- [Entries provided]:
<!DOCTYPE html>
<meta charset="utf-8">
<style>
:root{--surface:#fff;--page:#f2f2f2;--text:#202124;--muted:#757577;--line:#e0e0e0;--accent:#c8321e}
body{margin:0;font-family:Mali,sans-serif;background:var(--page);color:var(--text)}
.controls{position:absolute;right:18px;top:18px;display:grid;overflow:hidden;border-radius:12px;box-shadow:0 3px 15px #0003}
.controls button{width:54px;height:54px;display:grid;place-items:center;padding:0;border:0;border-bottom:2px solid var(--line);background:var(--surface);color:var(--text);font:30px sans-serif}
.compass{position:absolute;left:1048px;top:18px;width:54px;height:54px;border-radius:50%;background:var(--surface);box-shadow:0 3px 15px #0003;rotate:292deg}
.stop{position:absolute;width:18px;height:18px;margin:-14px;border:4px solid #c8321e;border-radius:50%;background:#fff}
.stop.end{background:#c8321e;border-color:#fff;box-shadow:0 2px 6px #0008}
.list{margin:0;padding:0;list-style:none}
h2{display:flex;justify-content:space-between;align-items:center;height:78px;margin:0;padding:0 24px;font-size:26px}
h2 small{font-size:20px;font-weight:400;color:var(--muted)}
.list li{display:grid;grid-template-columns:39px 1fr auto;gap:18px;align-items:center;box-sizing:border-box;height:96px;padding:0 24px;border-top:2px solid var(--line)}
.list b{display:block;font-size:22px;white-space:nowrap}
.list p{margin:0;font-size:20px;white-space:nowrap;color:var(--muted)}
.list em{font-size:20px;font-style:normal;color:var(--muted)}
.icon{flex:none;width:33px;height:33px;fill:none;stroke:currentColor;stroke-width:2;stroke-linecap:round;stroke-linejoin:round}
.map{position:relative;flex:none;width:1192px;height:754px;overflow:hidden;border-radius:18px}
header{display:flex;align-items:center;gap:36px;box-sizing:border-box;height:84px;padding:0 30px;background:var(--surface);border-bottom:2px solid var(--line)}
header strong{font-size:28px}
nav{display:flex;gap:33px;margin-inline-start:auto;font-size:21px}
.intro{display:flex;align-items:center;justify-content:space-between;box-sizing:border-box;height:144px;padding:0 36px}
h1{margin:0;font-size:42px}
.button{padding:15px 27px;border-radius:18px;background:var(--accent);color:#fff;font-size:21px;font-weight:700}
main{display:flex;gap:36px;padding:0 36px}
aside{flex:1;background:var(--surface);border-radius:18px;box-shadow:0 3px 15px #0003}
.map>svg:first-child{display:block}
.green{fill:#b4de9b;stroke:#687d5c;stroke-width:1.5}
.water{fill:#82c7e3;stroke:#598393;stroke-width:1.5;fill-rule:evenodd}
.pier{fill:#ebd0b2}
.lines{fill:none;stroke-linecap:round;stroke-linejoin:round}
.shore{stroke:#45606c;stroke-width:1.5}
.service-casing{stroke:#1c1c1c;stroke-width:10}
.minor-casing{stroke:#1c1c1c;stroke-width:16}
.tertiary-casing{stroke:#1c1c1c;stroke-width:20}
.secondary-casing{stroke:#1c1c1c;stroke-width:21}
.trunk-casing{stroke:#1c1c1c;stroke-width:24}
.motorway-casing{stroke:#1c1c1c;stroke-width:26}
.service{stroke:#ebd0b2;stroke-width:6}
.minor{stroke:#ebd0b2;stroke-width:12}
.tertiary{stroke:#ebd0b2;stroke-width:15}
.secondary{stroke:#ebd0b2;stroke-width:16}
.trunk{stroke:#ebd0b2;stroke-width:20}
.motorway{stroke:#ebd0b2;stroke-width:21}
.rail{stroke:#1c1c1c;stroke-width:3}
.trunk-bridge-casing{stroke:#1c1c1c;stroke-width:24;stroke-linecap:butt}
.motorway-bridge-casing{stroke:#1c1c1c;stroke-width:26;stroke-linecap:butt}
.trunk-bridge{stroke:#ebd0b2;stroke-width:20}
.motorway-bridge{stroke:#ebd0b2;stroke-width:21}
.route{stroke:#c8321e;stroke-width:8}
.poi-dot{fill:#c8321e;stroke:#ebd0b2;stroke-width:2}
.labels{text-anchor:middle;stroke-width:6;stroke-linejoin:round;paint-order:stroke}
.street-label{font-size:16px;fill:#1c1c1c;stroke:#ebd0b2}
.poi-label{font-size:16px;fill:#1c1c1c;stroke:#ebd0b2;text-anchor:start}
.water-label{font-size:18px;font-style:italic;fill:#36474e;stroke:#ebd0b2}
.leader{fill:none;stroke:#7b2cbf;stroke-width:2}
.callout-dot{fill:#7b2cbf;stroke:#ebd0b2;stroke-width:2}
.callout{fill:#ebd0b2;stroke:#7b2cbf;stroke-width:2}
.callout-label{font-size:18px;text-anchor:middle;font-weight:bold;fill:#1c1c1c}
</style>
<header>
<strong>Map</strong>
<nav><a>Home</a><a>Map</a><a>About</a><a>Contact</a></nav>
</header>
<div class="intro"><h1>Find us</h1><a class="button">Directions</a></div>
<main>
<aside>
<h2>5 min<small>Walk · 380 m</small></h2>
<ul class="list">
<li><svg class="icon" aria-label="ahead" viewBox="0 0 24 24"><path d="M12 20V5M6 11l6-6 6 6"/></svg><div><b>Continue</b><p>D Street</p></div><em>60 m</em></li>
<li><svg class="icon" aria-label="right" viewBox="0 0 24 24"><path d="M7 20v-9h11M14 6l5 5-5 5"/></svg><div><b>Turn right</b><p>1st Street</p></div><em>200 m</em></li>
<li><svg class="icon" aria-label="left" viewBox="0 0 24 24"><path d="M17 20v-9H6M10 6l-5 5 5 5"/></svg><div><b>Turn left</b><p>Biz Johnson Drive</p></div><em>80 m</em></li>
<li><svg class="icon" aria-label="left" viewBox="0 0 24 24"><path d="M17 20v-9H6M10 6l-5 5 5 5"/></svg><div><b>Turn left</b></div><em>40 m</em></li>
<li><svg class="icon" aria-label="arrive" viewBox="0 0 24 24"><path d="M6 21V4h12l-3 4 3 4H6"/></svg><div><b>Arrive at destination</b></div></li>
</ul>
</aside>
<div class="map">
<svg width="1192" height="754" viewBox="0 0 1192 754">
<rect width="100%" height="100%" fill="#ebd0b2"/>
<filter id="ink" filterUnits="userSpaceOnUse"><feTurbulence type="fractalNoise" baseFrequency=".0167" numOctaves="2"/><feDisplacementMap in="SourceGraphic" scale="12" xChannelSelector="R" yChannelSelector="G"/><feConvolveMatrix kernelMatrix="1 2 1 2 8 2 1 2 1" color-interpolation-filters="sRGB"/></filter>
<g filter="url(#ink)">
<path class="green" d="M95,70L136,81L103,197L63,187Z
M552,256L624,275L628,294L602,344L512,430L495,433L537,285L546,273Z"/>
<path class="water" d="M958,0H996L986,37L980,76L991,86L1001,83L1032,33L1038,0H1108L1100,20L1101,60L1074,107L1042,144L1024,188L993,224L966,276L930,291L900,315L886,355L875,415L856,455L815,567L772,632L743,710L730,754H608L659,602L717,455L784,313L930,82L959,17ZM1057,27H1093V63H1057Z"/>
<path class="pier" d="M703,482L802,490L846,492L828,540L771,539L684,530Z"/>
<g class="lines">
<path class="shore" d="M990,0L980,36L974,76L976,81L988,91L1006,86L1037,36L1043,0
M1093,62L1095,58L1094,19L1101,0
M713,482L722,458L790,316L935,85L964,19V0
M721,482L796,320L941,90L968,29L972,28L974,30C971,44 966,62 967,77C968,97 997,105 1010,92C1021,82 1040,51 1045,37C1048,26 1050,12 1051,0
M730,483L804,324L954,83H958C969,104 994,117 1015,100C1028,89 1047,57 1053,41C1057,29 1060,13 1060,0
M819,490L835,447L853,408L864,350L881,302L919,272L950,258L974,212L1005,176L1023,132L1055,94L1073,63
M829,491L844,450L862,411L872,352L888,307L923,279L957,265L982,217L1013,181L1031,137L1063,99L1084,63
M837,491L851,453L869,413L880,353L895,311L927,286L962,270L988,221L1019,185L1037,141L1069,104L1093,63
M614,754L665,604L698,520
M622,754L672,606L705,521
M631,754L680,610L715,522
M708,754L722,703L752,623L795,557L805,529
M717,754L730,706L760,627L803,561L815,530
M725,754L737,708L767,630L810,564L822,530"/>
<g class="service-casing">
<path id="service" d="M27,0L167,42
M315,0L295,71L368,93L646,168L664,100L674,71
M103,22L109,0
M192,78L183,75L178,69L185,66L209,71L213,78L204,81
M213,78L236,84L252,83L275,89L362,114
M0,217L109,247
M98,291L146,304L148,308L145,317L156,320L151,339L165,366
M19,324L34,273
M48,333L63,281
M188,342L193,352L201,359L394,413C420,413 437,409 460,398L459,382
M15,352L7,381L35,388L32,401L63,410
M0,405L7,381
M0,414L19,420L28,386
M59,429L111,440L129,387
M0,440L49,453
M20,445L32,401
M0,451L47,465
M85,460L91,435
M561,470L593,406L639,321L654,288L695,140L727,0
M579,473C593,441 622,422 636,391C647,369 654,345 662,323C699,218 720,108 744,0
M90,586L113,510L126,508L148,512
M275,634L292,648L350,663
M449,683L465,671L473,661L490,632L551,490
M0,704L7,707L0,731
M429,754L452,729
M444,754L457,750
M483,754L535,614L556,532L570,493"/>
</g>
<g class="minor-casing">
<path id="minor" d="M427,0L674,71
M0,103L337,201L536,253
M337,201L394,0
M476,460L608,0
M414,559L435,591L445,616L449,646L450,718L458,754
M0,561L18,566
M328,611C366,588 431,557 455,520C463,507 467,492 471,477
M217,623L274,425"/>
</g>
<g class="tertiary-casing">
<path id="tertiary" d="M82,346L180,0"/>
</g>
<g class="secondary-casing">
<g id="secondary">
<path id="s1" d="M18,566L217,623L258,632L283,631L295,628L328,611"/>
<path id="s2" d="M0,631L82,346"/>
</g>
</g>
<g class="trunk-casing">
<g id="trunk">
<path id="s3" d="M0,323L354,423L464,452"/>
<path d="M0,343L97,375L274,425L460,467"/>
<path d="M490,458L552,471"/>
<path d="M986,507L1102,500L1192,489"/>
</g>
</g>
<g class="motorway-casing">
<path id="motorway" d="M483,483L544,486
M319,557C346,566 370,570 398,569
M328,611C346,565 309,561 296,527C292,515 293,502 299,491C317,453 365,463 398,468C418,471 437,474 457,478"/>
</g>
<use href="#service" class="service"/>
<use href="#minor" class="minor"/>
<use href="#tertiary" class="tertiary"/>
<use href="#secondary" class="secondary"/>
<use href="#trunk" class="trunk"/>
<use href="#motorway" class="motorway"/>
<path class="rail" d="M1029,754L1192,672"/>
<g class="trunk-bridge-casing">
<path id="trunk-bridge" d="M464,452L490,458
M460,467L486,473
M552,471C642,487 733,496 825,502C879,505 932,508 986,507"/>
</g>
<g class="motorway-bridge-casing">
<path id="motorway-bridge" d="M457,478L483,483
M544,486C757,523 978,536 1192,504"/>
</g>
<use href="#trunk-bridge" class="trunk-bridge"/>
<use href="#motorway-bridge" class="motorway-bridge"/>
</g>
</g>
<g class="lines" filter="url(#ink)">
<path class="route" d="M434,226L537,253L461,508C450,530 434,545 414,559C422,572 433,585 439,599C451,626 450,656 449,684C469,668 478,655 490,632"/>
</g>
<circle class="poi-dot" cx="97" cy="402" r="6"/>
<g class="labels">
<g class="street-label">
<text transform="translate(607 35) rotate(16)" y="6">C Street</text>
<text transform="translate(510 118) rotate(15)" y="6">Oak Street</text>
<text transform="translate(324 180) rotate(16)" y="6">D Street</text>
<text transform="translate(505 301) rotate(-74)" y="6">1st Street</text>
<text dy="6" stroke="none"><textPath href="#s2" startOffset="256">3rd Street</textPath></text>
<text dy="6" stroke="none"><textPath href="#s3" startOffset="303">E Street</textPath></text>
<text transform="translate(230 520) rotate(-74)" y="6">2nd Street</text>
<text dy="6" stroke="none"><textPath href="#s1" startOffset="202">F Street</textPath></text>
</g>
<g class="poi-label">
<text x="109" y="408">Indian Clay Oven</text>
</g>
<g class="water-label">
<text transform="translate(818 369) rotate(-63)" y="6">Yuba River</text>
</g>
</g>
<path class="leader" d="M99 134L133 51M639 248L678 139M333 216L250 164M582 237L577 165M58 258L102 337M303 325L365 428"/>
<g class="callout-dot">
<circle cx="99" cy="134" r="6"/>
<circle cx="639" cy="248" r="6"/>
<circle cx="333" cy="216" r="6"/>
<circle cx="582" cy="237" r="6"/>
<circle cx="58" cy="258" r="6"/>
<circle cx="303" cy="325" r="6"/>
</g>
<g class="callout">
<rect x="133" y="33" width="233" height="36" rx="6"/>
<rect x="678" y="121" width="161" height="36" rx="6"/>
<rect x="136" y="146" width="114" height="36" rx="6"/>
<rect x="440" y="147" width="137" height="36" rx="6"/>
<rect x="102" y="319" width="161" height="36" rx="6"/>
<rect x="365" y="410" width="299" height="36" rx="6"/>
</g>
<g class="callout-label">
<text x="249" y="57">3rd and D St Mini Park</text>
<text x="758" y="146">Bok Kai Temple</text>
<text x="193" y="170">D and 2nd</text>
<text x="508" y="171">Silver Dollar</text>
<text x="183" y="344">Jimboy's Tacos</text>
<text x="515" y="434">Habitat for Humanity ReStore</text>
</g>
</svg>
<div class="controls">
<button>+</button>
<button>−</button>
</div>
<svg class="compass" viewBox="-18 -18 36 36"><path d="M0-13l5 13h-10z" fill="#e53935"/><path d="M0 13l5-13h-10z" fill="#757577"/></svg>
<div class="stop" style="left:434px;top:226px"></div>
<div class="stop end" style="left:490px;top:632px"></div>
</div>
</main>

- [What the exercise asks]:
Return exactly the lines of the listing that run from the one containing "St Mini Park</text>" through the last, and no others.

- [Problem solution]:
<text x="249" y="57">3rd and D St Mini Park</text>
<text x="758" y="146">Bok Kai Temple</text>
<text x="193" y="170">D and 2nd</text>
<text x="508" y="171">Silver Dollar</text>
<text x="183" y="344">Jimboy's Tacos</text>
<text x="515" y="434">Habitat for Humanity ReStore</text>
</g>
</svg>
<div class="controls">
<button>+</button>
<button>−</button>
</div>
<svg class="compass" viewBox="-18 -18 36 36"><path d="M0-13l5 13h-10z" fill="#e53935"/><path d="M0 13l5-13h-10z" fill="#757577"/></svg>
<div class="stop" style="left:434px;top:226px"></div>
<div class="stop end" style="left:490px;top:632px"></div>
</div>
</main>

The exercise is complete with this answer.